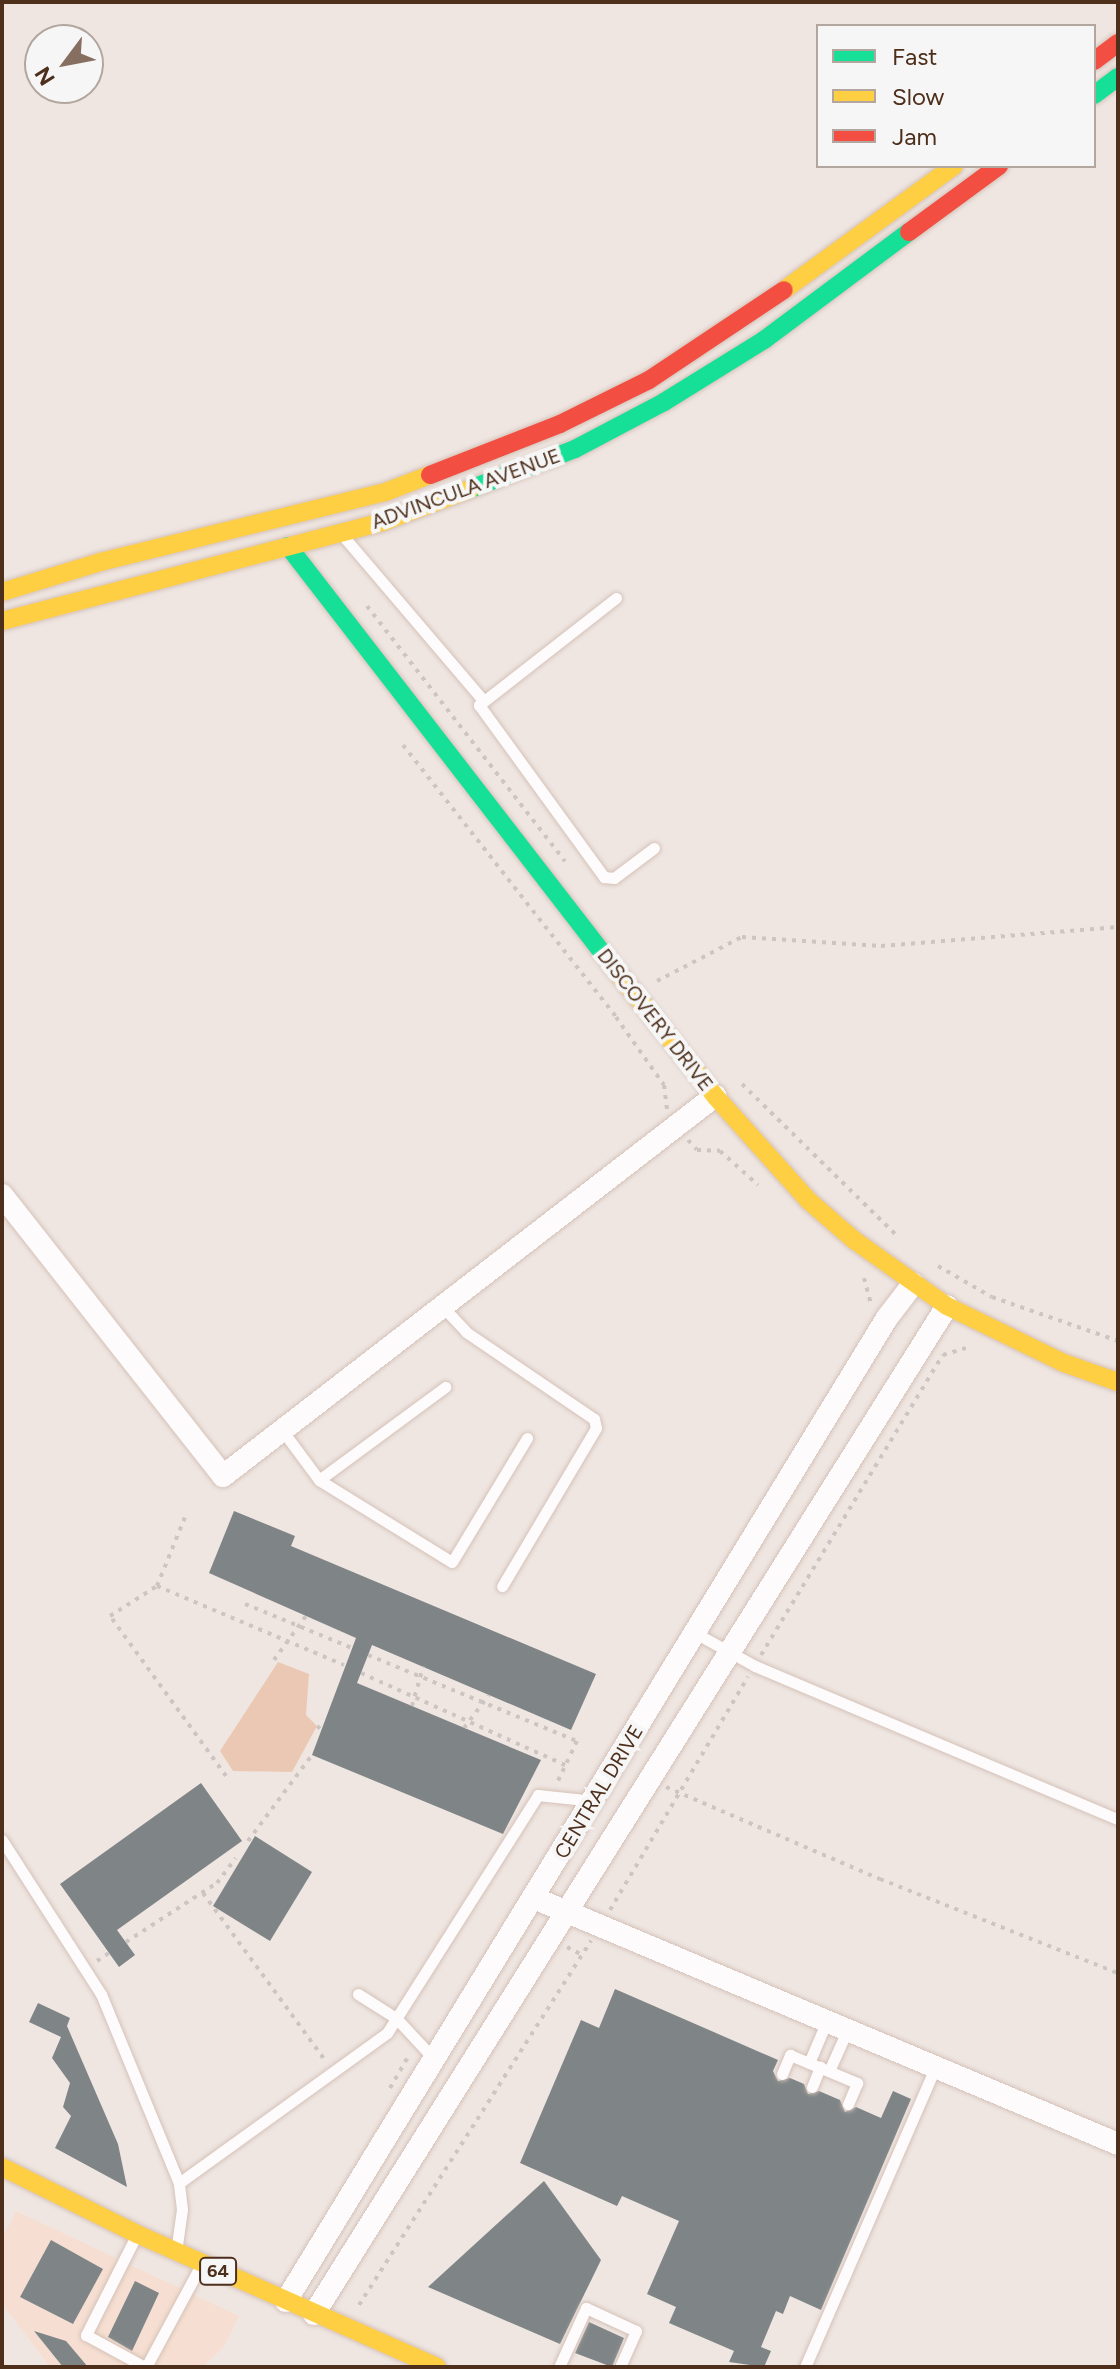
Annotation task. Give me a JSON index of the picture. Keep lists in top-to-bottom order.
{
  "streets": {
    "main road": ["ADVINCULA AVENUE", "DISCOVERY DRIVE", "64"],
    "street": ["CENTRAL DRIVE"]
  },
  "crossings": [
    ["ADVINCULA AVENUE", "DISCOVERY DRIVE"],
    ["DISCOVERY DRIVE", "CENTRAL DRIVE"],
    ["CENTRAL DRIVE", "64"]
  ],
  "legend": ["Fast", "Slow", "Jam"],
  "north": "bottom left"
}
###
YOUR ASSIGNMENT: Word for word, reproduce all of the data, but keep out the pictures.

WRITTEN ANSWER:
Annotation task. Give me a JSON index of the picture. Keep lists in top-to-bottom order.
{
  "streets": {
    "main road": ["ADVINCULA AVENUE", "DISCOVERY DRIVE", "64"],
    "street": ["CENTRAL DRIVE"]
  },
  "crossings": [
    ["ADVINCULA AVENUE", "DISCOVERY DRIVE"],
    ["DISCOVERY DRIVE", "CENTRAL DRIVE"],
    ["CENTRAL DRIVE", "64"]
  ],
  "legend": ["Fast", "Slow", "Jam"],
  "north": "bottom left"
}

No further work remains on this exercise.